Mr Inwood told an inquest at Southwark Coroner’s Court on Wednesday last week that Mr Cooper ended up underneath his motorcycle after this collision.
“We got past the London Road turning, and the lights went green,” Mr Inwood said.
“That’s when before I knew it, this other motorcyclist moved straight into the side of me, and it was too late.
“We basically slid along the tarmac. It felt like an eternity but I guess it was only a couple of seconds.”
He recalled a cyclist had rushed over to help them both, while traffic around them ground to a halt.
“I tried to move his bike. It was crushing him,” Mr Inwood said. “I remember rolling up my jacket and using it to support him.”
Paramedics came via air ambulance, and transported Mr Cooper to King’s College Hospital, after starting open-heart surgery at the roadside.
After desperate attempts to save Mr. Cooper, surgeons judged that the damage to his heart was “irreparable”, and at 5.45pm, the decision was made not to continue to resuscitate.

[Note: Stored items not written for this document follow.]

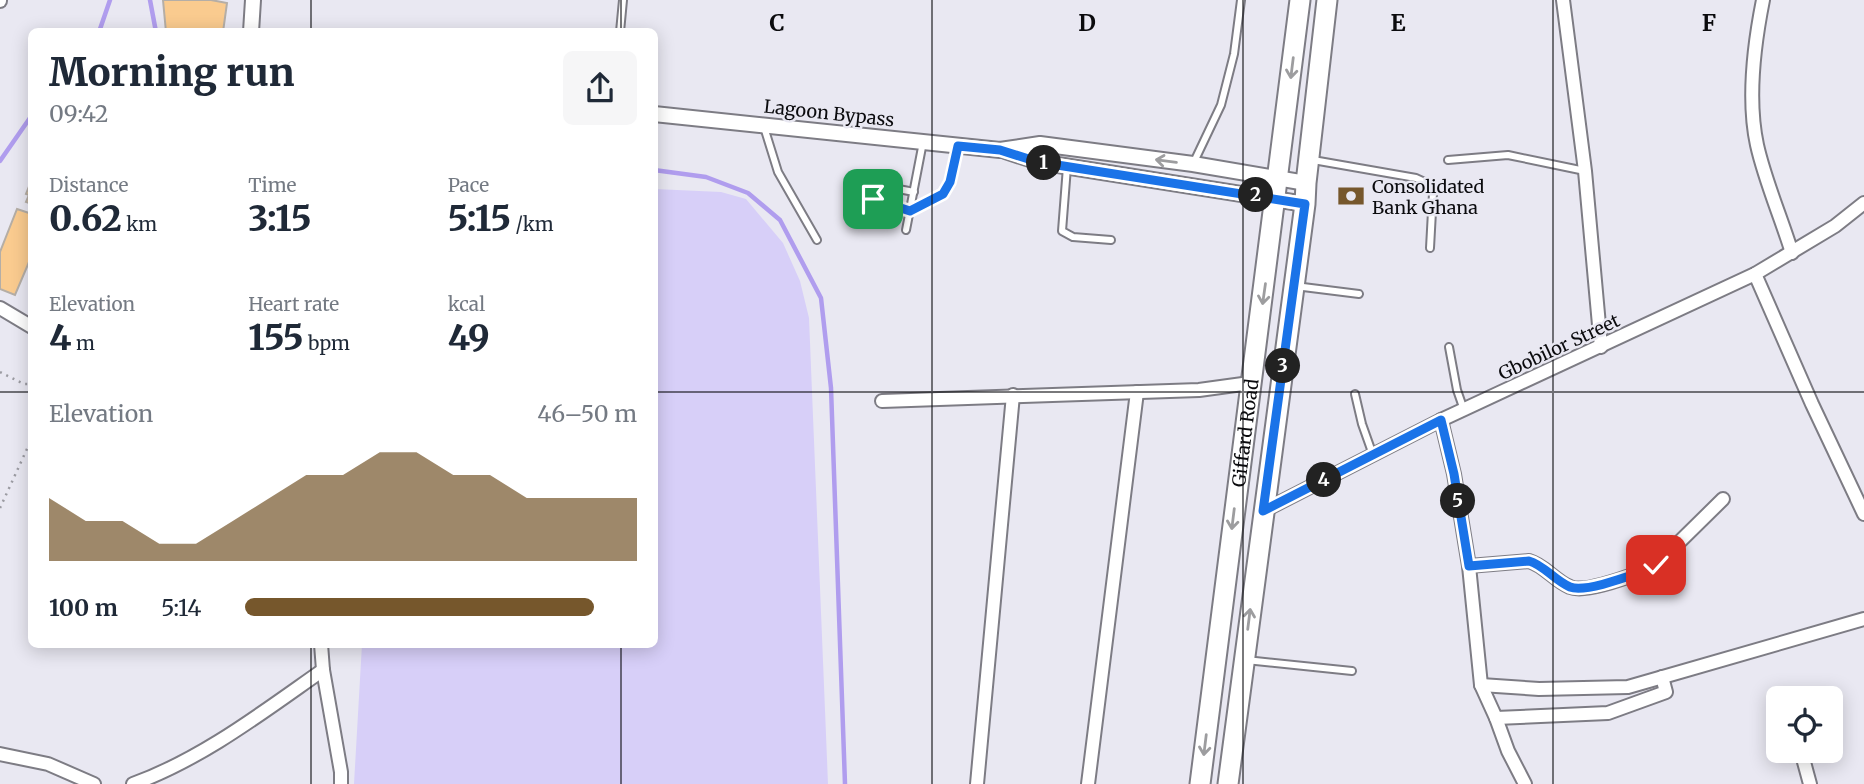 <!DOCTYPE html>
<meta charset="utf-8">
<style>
body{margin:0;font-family:Merriweather,serif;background:#f6f6f7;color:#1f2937;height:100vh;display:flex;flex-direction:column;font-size:26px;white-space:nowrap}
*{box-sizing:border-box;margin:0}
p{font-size:23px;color:#747a83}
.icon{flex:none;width:38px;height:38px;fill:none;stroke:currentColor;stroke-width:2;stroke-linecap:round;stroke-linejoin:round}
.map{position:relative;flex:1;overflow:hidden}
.sheet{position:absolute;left:28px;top:28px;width:630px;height:620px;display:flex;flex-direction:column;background:#fff;border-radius:10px;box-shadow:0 4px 18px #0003}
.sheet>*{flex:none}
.fabs{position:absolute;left:1766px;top:686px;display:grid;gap:14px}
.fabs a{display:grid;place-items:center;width:77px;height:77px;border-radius:10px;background:#fff;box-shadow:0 4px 18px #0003;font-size:35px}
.pin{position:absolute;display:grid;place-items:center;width:60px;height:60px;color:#fff;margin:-30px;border-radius:14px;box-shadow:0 4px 10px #0006}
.km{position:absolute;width:35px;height:35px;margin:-18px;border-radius:50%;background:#222;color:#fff;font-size:19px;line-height:35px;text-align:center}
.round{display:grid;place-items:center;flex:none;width:74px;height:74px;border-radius:10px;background:#f6f6f7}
.headline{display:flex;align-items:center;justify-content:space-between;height:119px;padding:0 21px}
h1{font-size:38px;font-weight:800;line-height:52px}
.metrics{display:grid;grid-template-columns:repeat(3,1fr);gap:10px;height:119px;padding:7px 21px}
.metrics div{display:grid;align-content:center}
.metrics b{font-size:35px;font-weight:800}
.metrics small{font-size:19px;font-weight:400}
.metrics p{font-size:19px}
.chart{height:196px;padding:14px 21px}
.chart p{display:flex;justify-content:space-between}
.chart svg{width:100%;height:126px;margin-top:7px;fill:#76572c;opacity:.7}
ul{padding:0 21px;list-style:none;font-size:23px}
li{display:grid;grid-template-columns:112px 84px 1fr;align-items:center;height:52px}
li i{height:18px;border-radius:9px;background:#76572c}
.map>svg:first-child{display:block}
</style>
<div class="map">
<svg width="1864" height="784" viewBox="0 0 1864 784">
<rect width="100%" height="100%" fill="#e9e8f2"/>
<!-- green -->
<path fill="#d7cff8" d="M 655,189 L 721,192 L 746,199 L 783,243 L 800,281 L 809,318 L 828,784 L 354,784 L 362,644 L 654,644 Z"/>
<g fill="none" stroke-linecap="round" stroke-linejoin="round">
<!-- stream -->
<g stroke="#b09dee" stroke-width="4.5">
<path d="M 150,0 L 156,32"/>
<path d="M 99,32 L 110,0"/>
<path d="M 0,161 L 32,115"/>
<path d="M 654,170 L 706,177 L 748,193 L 780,220 L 821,298 L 831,388 L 845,784"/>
</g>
</g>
<!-- building -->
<g fill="#facb8f" stroke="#b5aea6" stroke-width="2">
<path d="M 163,0 L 211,0 L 227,3 L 223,32 L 166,32 Z"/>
<path d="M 32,179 L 32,204 L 26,202 L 29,195 L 26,194 Z"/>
<path d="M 17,209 L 32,214 L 32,255 L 15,295 L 0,289 L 0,252 Z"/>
</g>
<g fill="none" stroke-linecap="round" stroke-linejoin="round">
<defs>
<g id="service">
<path d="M 620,32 L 623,0"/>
<path d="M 764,127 L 778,172 L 817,240"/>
<path d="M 1313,160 L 1416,178 L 1427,183 L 1433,193 L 1430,248"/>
<path d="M 1448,160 L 1508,155 L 1585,171"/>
<path d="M 1193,164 L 1221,105 L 1234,54 L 1241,0"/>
<path d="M 1067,167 L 1062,231 L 1073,237 L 1111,240"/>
<path d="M 862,182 L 914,192"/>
<path d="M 873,199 L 910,211 L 943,194 L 950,182 L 958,146"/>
<path d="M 906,230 L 923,142"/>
<path d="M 1295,286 L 1359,294"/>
<path d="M 1449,347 L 1457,390 L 1464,410"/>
<path d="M 1355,394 L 1362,424 L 1373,455"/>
<path d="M 1246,660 L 1352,671"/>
</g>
<g id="minor">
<path d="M 1563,0 L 1585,171 L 1601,347"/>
<path d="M 1763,0 C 1754,45 1747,99 1757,145 C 1765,181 1781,217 1792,253"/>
<path d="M 0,1 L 0,0"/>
<path d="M 1755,274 L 1812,404 L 1864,514"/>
<path d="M 0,308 L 32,327"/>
<path d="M 882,401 L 1199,390 L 1250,383"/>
<path d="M 1441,420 L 1454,474 L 1469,566 L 1481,685 L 1496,718 L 1508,751 L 1525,784"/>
<path d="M 1263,511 L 1441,420 L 1755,274 L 1835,226 L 1864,203"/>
<path d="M 1469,566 L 1529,561 C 1544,565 1555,581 1570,587 C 1586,594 1632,575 1649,569 L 1656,565 L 1723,499"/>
<path d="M 321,644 L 323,670 L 341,772 L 341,784"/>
<path d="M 1481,685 L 1539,689 L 1628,687 L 1864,619"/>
<path d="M 1496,718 L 1608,713 L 1666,692 L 1662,677"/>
<path d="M 1801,751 L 1810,784"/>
<path d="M 0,754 L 48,764 L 94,784"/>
<path d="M 133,784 C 202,759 263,712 323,670"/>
<path d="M 977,784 L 1013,395"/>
<path d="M 1088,784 L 1137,392"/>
</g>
<g id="tertiary">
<path d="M 251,32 L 253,0"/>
<path d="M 654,114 L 1000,150 L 1040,144 L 1193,164 L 1306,183"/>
<path d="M 1005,151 L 1039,162 L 1305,204"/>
</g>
<g id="primary">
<path id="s1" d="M 1200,784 C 1233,523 1267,261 1300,0"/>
<path d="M 1228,784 L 1305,204 L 1306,183 L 1327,0"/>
</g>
</defs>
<!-- service casing -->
<use href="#service" stroke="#7d7c84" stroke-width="10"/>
<!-- minor casing -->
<use href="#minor" stroke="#7d7c84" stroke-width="16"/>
<!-- tertiary casing -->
<use href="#tertiary" stroke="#7d7c84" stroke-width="18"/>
<!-- primary casing -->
<use href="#primary" stroke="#7d7c84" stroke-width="23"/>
<!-- path -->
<g stroke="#9b9ba2" stroke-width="2.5" stroke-dasharray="2 5" stroke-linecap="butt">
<path d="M 0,372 L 24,384 L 32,384"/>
<path d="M 0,508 L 32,438"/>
</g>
<!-- service -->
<use href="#service" stroke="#fff" stroke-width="6"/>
<!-- minor -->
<use href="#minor" stroke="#fff" stroke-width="12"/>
<!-- tertiary -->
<use href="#tertiary" stroke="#fff" stroke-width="14"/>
<!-- primary -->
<use href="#primary" stroke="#fff" stroke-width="19"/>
</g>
<!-- one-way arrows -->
<defs><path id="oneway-shaft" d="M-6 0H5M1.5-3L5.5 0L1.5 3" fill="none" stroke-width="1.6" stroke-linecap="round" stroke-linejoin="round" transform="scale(1.75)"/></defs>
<g stroke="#9d9d9f">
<use href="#oneway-shaft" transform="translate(1292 68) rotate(97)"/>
<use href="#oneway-shaft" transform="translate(1166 161) rotate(-173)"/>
<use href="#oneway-shaft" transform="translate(1264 294) rotate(98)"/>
<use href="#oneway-shaft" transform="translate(1233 519) rotate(97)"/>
<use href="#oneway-shaft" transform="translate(1249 619) rotate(-83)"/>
<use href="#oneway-shaft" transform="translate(1205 745) rotate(97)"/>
</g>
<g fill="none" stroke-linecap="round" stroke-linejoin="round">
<defs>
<path id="route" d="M 873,199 L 910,211 L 943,194 L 950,182 L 958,146 L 1000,150 L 1038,162 L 1305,204 L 1263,511 L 1441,420 L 1454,474 L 1469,566 L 1529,561 C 1544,565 1555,581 1570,587 C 1586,593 1632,575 1650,569 L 1656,565"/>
</defs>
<!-- route casing -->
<use href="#route" stroke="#fff" stroke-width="14"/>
<!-- route -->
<use href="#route" stroke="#1a73e8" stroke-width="9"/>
</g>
<!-- grid -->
<path fill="none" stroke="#0b0b0e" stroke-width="2" stroke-opacity="0.55" d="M 311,0 L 311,32M 621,0 L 621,32M 932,0 L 932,784M 1243,0 L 1243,784M 1553,0 L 1553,784M 0,392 L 32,392M 654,392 L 1864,392M 311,644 L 311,784M 621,644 L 621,784"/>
<!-- icons -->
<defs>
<symbol id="bank-bare" viewBox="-9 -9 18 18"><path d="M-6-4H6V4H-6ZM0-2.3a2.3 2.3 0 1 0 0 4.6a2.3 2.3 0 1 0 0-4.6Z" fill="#76572c" stroke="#e9e8f2" stroke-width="2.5" paint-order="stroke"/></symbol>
</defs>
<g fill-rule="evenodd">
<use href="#bank-bare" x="1332" y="177" width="38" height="38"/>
</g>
<g text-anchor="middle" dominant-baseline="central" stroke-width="5" stroke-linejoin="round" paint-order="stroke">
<!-- street labels -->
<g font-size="18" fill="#0b0b0e" stroke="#e9e8f2">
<text transform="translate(829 113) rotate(6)">Lagoon Bypass</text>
<text transform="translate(1559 347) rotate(-25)">Gbobilor Street</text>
<text stroke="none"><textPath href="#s1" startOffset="354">Giffard Road</textPath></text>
</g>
<!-- poi labels -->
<g font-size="18" fill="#0b0b0e" stroke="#e9e8f2" text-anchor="start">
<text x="1372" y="186">Consolidated<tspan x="1372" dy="21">Bank Ghana</tspan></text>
</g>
</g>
<g font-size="23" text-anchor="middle" font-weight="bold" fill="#0b0b0e" stroke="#e9e8f2" stroke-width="5" stroke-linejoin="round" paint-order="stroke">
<text x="777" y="31">C</text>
<text x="1087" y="31">D</text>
<text x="1398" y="31">E</text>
<text x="1709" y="31">F</text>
</g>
</svg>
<div class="fabs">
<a><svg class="icon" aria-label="locate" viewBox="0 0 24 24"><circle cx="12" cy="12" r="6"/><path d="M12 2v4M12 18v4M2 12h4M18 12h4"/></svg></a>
</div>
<div class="pin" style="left:873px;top:199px;background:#1e9e55"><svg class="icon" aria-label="arrive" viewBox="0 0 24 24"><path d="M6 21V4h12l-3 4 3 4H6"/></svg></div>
<div class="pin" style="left:1656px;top:565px;background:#d93025"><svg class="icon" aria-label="check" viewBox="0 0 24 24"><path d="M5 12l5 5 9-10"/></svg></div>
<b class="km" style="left:1044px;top:163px">1</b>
<b class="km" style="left:1256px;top:195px">2</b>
<b class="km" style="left:1283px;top:366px">3</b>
<b class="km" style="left:1324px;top:480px">4</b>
<b class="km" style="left:1458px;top:501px">5</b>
<section class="sheet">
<div class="headline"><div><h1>Morning run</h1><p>09:42</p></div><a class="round"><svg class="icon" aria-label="share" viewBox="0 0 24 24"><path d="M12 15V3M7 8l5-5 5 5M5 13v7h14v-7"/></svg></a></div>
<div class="metrics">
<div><p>Distance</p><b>0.62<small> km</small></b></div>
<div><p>Time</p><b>3:15</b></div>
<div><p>Pace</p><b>5:15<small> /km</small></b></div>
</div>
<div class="metrics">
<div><p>Elevation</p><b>4<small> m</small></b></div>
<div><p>Heart rate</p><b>155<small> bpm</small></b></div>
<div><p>kcal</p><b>49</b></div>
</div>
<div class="chart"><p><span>Elevation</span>46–50 m</p>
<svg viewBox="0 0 160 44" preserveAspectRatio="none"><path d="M0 44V22L10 30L20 30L30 38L40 38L50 30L60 22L70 14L80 14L90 6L100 6L110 14L120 14L130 22L140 22L150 22L160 22V44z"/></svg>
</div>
<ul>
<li><b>100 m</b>5:14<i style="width:89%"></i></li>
</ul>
</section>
</div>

The inquest heard that the collision happened during Phase Thirteen, out of fifteen during the conversion of the junction from a roundabout to a bend.
Despite having commuted via the junction “nearly every day” during the redevelopment works, Mr Inwood told the court: “I’m never sure what lane you can use. Some lanes you can use. Some you can’t on a motorcycle.
“Anyone who used [the junction] for the first time would find it confusing. There was a lot going on and road works still going on when the accident happened.”
Met Police collision investigator Chris Wright also told the Court that Mr Cooper “may have been confused by road markings pointing straight ahead if he had been planning to continue to Newington Causeway”.
The coroner, Sarah Ormond-Walshe concluded that Mr Cooper, of Walton on Thames, died from a road traffic collision, resulting from multiple injuries.
Mr Cooper’s uncle, Brett Downing, attended the inquest with the young man’s grieving mother, Christine.
After the hearing, Mr Downing described his nephew as a “mild-mannered type of person who could look after himself and was self-sufficient in most ways”.
“He was deeply thoughtful, and caring towards other people and his family.
Mr Cooper had recently been travelling in India, and it was said the he had a keen interest in philosophy.
Mr Downing added: “There were two grievances: the loss of my nephew Charlie, and needing to clear his name.
“At the end of the day we have always got a battle to face in mourning Charlie’s death, and we didn’t want to have to drag up old memories from having to go through all of this.”
Mr Cooper’s grieving family and local campaigners claim the dangers at the junction are still present
Charlie Cooper’s family and local campaigners, claimed at the hearing that despite Mr Cooper’s death, the dangers that could have contributed to the accident were still present.
Mr Cooper’s uncle, Brett Downing, spoke at the inquest to direct questions to Thomas Holmes, TfL’s senior programme sponsor, whose team oversaw the junction redesign.
Describing the clockwise traffic lights where Mr Cooper and Daniel Inwood were stopped, Mr Downing said: “The ring road clearly indicates traffic is ongoing to the right [to New Kent Road], but there are two arrows saying straight on [to Newington Causeway].”
“I’m just pointing out that confusion still exists. There is traffic still moving from one lane to the other, and the signs do not improve this.”
Mr Holmes responded: “I think the junction is as good as we can get it.
“There is very little more we can do with this layout in this configuration to affect users’ behaviour. I believe any further changes could be detrimental.”
Mr Downing asked whether a 20mph speed limit could be enforced (The two motorcyclists had been travelling at 27mph as they collided).
Mr Holmes replied: “There are plans to introduce them”.
It was also revealed that green signs positioned before the London Road junction – advising drivers which exits to use – were only erected as a result of post-accident audits.
Mr Holmes was unable to disclose whether accidents had decreased after the redesign was completed, because the most recent data was only from June 2016.
To the family’s dismay, the coroner decided against producing a Prevent Future Deaths report, an option for coroners to encourage public bodies to act to prevent similar incident happening in future.